Aim of the task: Omit every picture while repeating the entries exactly.
(Entries shown begins)
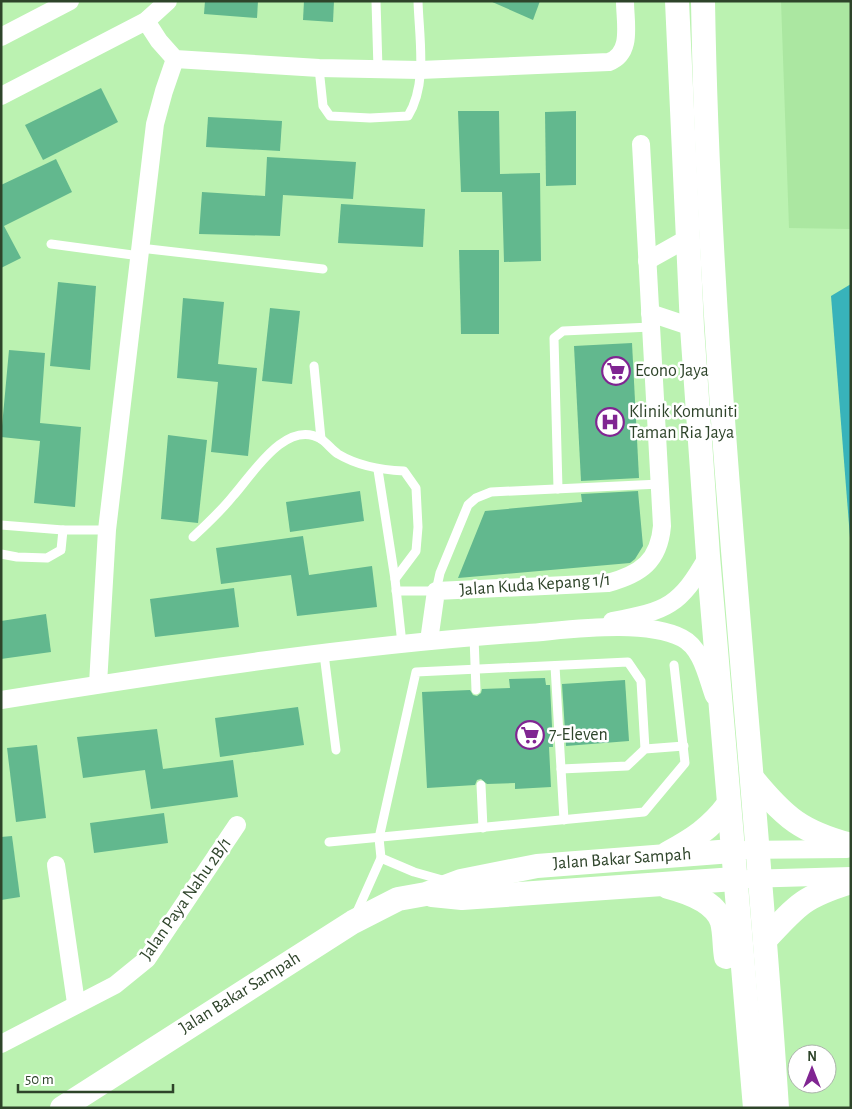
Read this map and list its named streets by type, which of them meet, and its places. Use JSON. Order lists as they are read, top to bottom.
{
  "streets": {
    "main road": ["Jalan Bakar Sampah"],
    "street": ["Jalan Kuda Kepang 1/1", "Jalan Paya Nahu 2B/1"]
  },
  "places": {
    "supermarket": ["Econo Jaya", "7-Eleven"],
    "hospital": ["Klinik Komuniti Taman Ria Jaya"]
  },
  "scale_bar": "50 m",
  "north": "top"
}
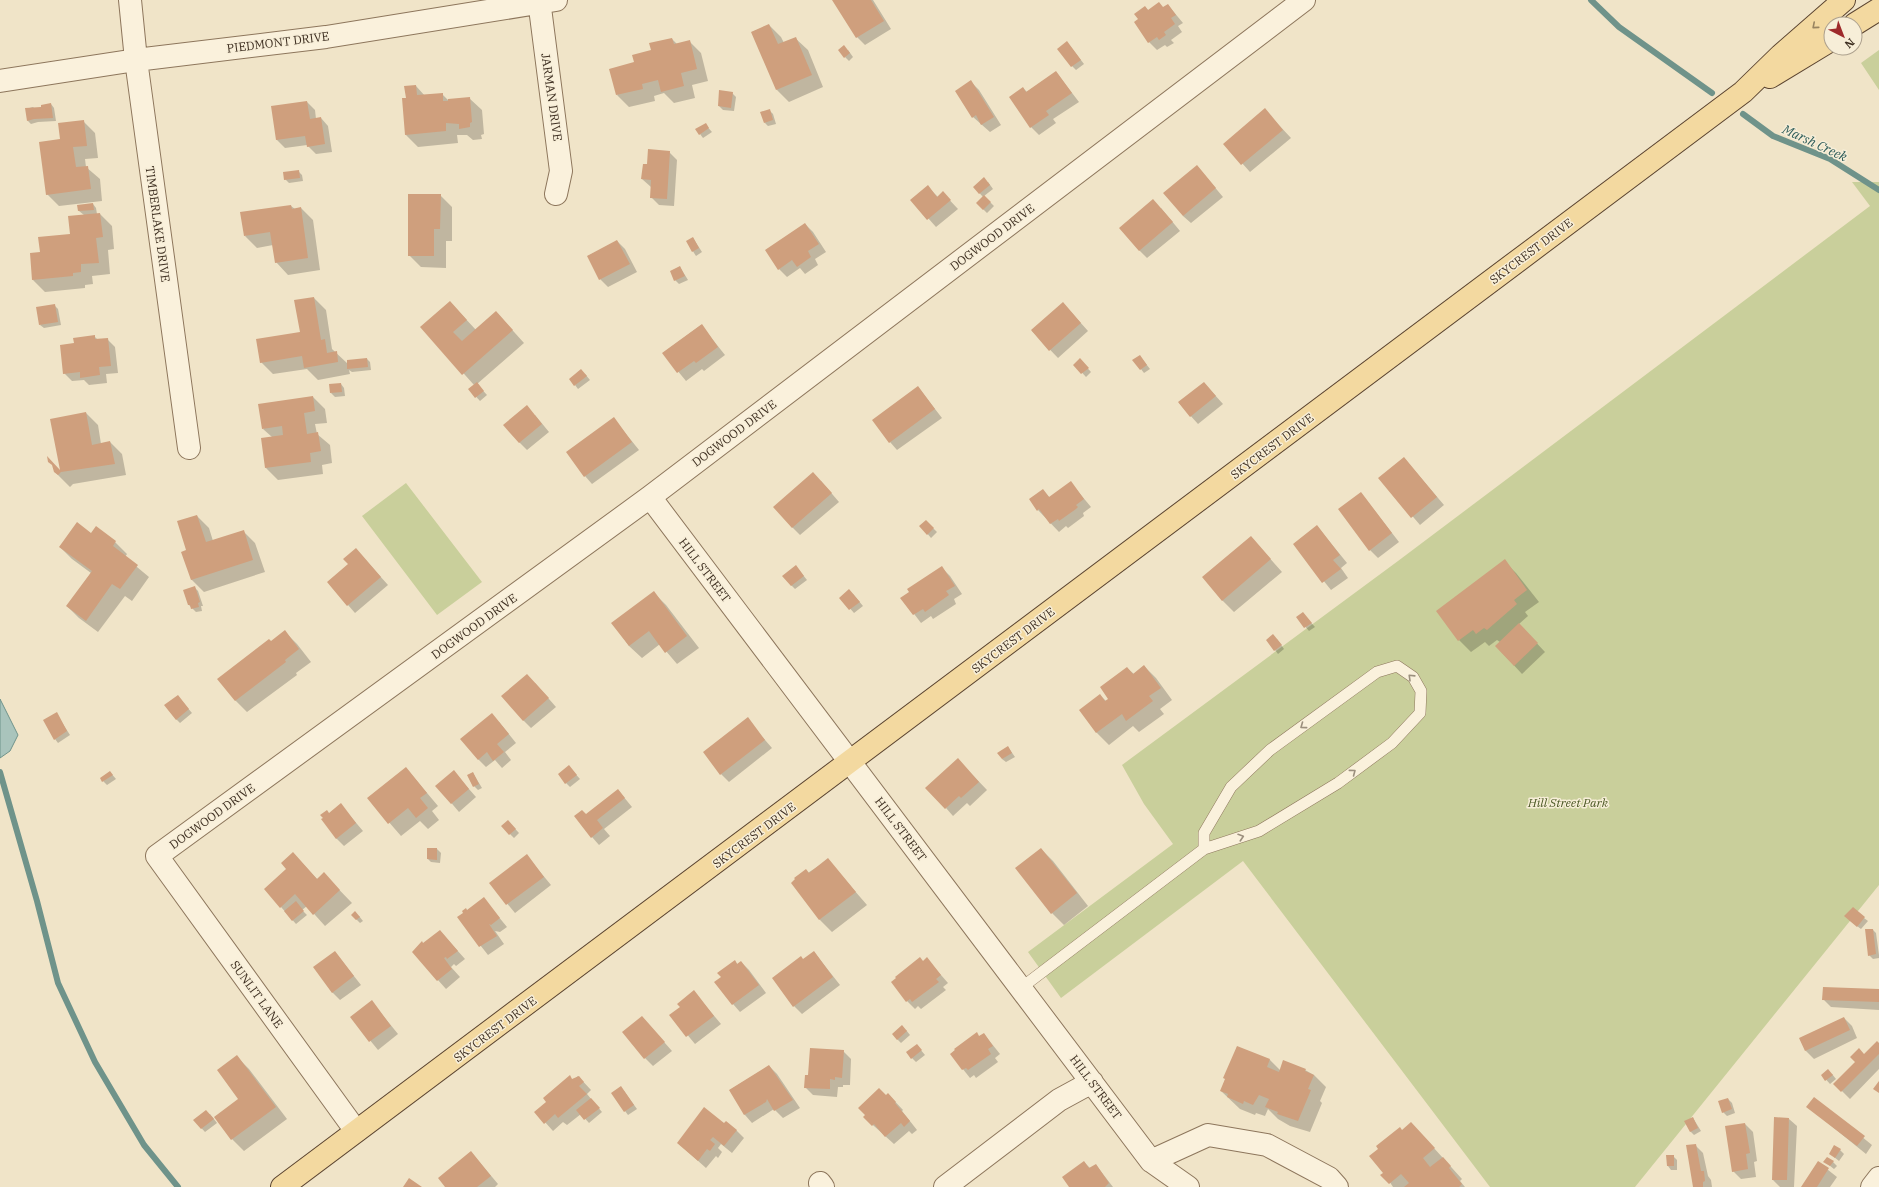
(Entries shown ends)
Your solution:
Read this map and list its named streets by type, which of them meet, and its places. Use JSON. Order lists as they are read, top to bottom.
{
  "streets": {
    "main road": ["Jalan Bakar Sampah"],
    "street": ["Jalan Kuda Kepang 1/1", "Jalan Paya Nahu 2B/1"]
  },
  "places": {
    "supermarket": ["Econo Jaya", "7-Eleven"],
    "hospital": ["Klinik Komuniti Taman Ria Jaya"]
  },
  "scale_bar": "50 m",
  "north": "top"
}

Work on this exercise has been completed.